START RECORDS PROVIDED
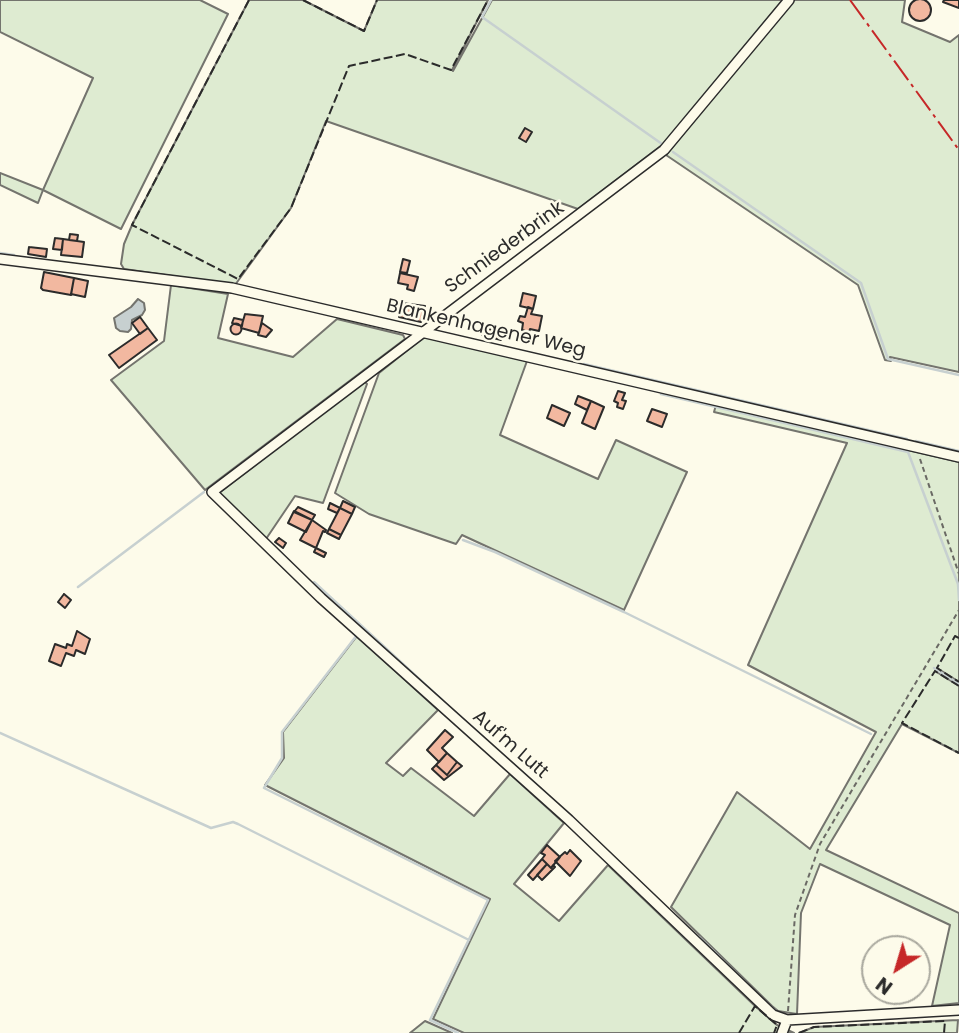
<!DOCTYPE html>
<style>
body{margin:0}
#map{position:relative;width:959px;height:1033px;overflow:hidden;background:#fdfbea;font-family:Poppins,sans-serif}
canvas{display:block}
.north{position:absolute;left:861px;top:935px;width:70px;height:70px;box-sizing:border-box;background:#fdfbea;border:2px solid #a9a89e;border-radius:50%;rotate:217deg;font-size:19px;font-weight:700;line-height:28px;text-align:center;color:#2b2b2b}
.north::after{content:'';display:block;margin:auto;width:24px;height:32px;background:#c62828;clip-path:polygon(50% 0,100% 100%,50% 72%,0 100%)}
</style>
<div id="map">
<canvas width="959" height="1033"></canvas>
<div class="north">N</div>
</div>
<script>
const ctx = document.querySelector('canvas').getContext('2d');
ctx.lineJoin = 'round';
function fill(path, color) {
  ctx.fillStyle = color;
  ctx.fill(path, 'evenodd');
}
function toPath(rows) {
  const path = new Path2D();
  for (const r of rows) {
    if (r.length === 3) {
      path.moveTo(r[0] + r[2], r[1]);
      path.arc(r[0], r[1], r[2], 0, 2 * Math.PI);
      continue;
    }
    path.moveTo(r[0], r[1]);
    for (let i = 2; i < r.length; i += 2) path.lineTo(r[i], r[i + 1]);
  }
  return path;
}
function strokePath(path, color, width, dash) {
  ctx.strokeStyle = color;
  ctx.lineWidth = width;
  ctx.lineCap = dash ? 'butt' : 'round';
  ctx.setLineDash(dash || []);
  ctx.stroke(path);
}
function label(font, color, halo, rows, align = 'center') {
  ctx.font = font + ' Poppins,sans-serif';
  ctx.lineWidth = 5;
  ctx.setLineDash([]);
  ctx.textBaseline = 'middle';
  ctx.strokeStyle = halo;
  ctx.fillStyle = color;
  for (const [text, x, y, turn = 0] of rows) {
    ctx.save();
    ctx.translate(x, y);
    ctx.rotate((+turn || 0) * Math.PI / 180);
    ctx.textAlign = isNaN(turn) ? turn : align;
    if (halo) ctx.strokeText(text, 0, 0);
    ctx.fillText(text, 0, 0);
    ctx.restore();
  }
}
const green = toPath([
 [0,0,200,0,228,14,121,229,43,190,38,203,0,185,0,173,43,190,93,78,0,32,0,0],
 [249,0,303,0,364,31,377,0,488,0,452,70,453,71,492,0,783,0,666,142,578,209,326,121,291,208,235,285,124,269,121,264,124,244,132,225,249,0],
 [793,0,905,0,902,22,950,42,959,35,959,372,890,357,891,361,885,360,858,285,666,155,793,0],
 [171,285,228,294,218,338,293,357,337,319,403,335,405,339,205,490,111,380,164,341,171,285],
 [424,337,527,361,500,435,598,479,616,440,687,472,624,610,462,535,456,544,369,514,335,493,379,373,424,337],
 [364,381,367,384,323,503,295,496,266,539,219,493,364,381],
 [716,405,959,462,959,682,937,668,935,671,959,686,959,753,902,724,826,850,959,913,959,1003,932,1006,950,925,820,864,801,913,797,1014,778,1011,772,1006,671,907,737,792,810,849,876,732,748,665,847,443,714,412,716,405],
 [357,636,438,710,386,763,403,776,411,768,474,816,510,774,564,823,514,884,559,921,608,865,755,1006,777,1025,794,1033,464,1033,433,1019,490,899,265,785,284,758,283,732,357,636],
 [958,1020,957,1033,799,1033,814,1027,958,1020],
 [425,1021,452,1033,410,1033,425,1021]
]);
const water = toPath([
 [138,299,144,303,145,310,142,315,132,320,131,329,128,332,120,331,116,328,114,318,131,307,138,299]
]);
const stream = toPath([
 [491,0,482,17,662,144],
 [673,152,861,283,888,359,959,375],
 [0,253,14,255],
 [584,364,907,439],
 [661,394,908,452,958,584,959,600],
 [916,441,959,451],
 [463,540,495,552,624,612,871,734],
 [314,582,442,700],
 [78,587,204,492],
 [357,635,282,732,282,758,264,788,488,900,430,1020,458,1033],
 [934,668,959,684],
 [0,733,211,828,233,822,238,824,469,940],
 [501,754,541,789],
 [537,797,552,811],
 [662,915,759,1007],
 [699,937,747,984],
 [769,1005,776,1011]
]);
const building = toPath([
 [920,10,11],
 [944,0,959,0,959,8,943,2,944,0],
 [525,128,532,132,526,142,519,138,525,128],
 [70,234,78,235,77,241,69,240,70,234],
 [55,238,63,239,62,250,53,249,55,238],
 [63,239,84,242,82,257,61,255,63,239],
 [29,247,47,249,46,257,28,254,29,247],
 [403,259,410,261,407,273,400,272,403,259],
 [44,272,74,278,71,295,43,290,41,288,44,272],
 [400,273,418,277,414,291,407,289,408,285,398,283,400,273],
 [74,278,88,281,85,297,71,294,74,278],
 [523,293,536,296,533,309,520,306,523,293],
 [393,301,402,303,400,312,391,310,393,301],
 [402,303,425,306,421,322,399,317,402,303],
 [528,307,533,309,531,314,542,316,539,331,530,329,529,332,522,330,523,323,518,321,520,316,525,317,528,307],
 [245,314,263,316,259,333,241,328,245,314],
 [140,317,148,328,140,334,132,323,140,317],
 [234,318,243,320,242,326,232,323,234,318],
 [262,323,272,330,266,337,258,335,262,323],
 [236,329,5.5],
 [148,328,157,340,119,368,109,355,148,328],
 [483,328,503,332,501,340,482,335,483,328],
 [618,391,625,393,622,400,626,401,623,409,617,407,618,403,614,401,618,391],
 [578,396,591,401,587,410,575,404,578,396],
 [591,401,604,407,595,429,582,423,591,401],
 [552,405,570,413,564,426,547,418,552,405],
 [652,409,667,414,662,427,647,421,652,409],
 [343,501,355,507,352,514,340,508,343,501],
 [330,503,340,508,337,513,328,509,330,503],
 [298,507,315,515,312,520,294,512,298,507],
 [340,508,352,514,341,535,329,529,340,508],
 [294,511,312,520,306,532,288,523,294,511],
 [312,520,326,530,325,532,323,531,316,548,300,540,312,520],
 [329,529,341,535,339,539,327,533,329,529],
 [279,538,286,543,283,548,275,542,279,538],
 [316,548,326,553,324,557,314,552,316,548],
 [64,594,71,600,65,608,58,602,64,594],
 [77,631,90,639,85,654,76,650,74,656,66,653,61,666,49,661,55,644,66,648,67,644,72,646,77,631],
 [445,730,453,737,442,748,447,753,439,762,427,750,445,730],
 [447,753,457,762,447,775,436,765,447,753],
 [457,762,462,766,444,780,432,769,436,765,447,775,457,762],
 [547,845,560,857,551,868,542,859,545,855,541,853,547,845],
 [570,850,581,861,570,876,555,861,565,852,567,854,570,850],
 [542,859,547,864,533,880,528,875,542,859],
 [547,864,551,868,553,865,555,867,542,880,537,875,547,864]
]);
const path = toPath([
 [920,459,959,574],
 [788,1011,795,915,820,844,959,610]
]);
const minor = toPath([
 [789,0,664,150,212,492,321,598,569,820,773,1015,787,1020,959,1010],
 [0,259,232,288,959,457],
 [782,1033,787,1020]
]);
const fence = toPath([
 [249,0,132,225,238,279,291,208,349,66,405,54,451,70,488,0],
 [303,0,364,31,377,0],
 [959,638,955,636,937,668,959,682],
 [959,686,935,671,902,723,959,753],
 [739,1033,755,1006,777,1025,774,1033],
 [799,1033,814,1027,945,1021,944,1033]
]);
const power = toPath([
 [850,0,959,150]
]);
const streetNames = [
 ["Schniederbrink",505,248,-36],
 ["Blankenhagener Weg",486,329,13],
 ["Auf'm Lutt",510,745,41]
];
fill(green, '#deebd1');
strokePath(green, '#74746e', 2);
fill(water, '#c7d0d0');
strokePath(water, '#74746e', 2);
strokePath(stream, '#c7d0d0', 2.5);
fill(building, '#f2b8a0');
strokePath(building, '#2b2b2b', 2);
strokePath(minor, '#2b2b2b', 12);
strokePath(path, '#6a6964', 2, [5, 3.5]);
strokePath(minor, '#fdfbea', 9);
strokePath(fence, '#2b2b2b', 2, [9, 3.5]);
strokePath(power, '#c62828', 2, [24, 5, 3.5, 5]);
label('19px', '#2b2b2b', '#fdfbea', streetNames);
</script>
END RECORDS PROVIDED
> **YOUR GOAL**:
Of all the entries above, output exactly the lines between the one holding "path.moveTo(r[0], r[1]);" and the one holding "ctx.textBaseline = 'middle';", inclusive.

> **TASK ANSWER**:
    path.moveTo(r[0], r[1]);
    for (let i = 2; i < r.length; i += 2) path.lineTo(r[i], r[i + 1]);
  }
  return path;
}
function strokePath(path, color, width, dash) {
  ctx.strokeStyle = color;
  ctx.lineWidth = width;
  ctx.lineCap = dash ? 'butt' : 'round';
  ctx.setLineDash(dash || []);
  ctx.stroke(path);
}
function label(font, color, halo, rows, align = 'center') {
  ctx.font = font + ' Poppins,sans-serif';
  ctx.lineWidth = 5;
  ctx.setLineDash([]);
  ctx.textBaseline = 'middle';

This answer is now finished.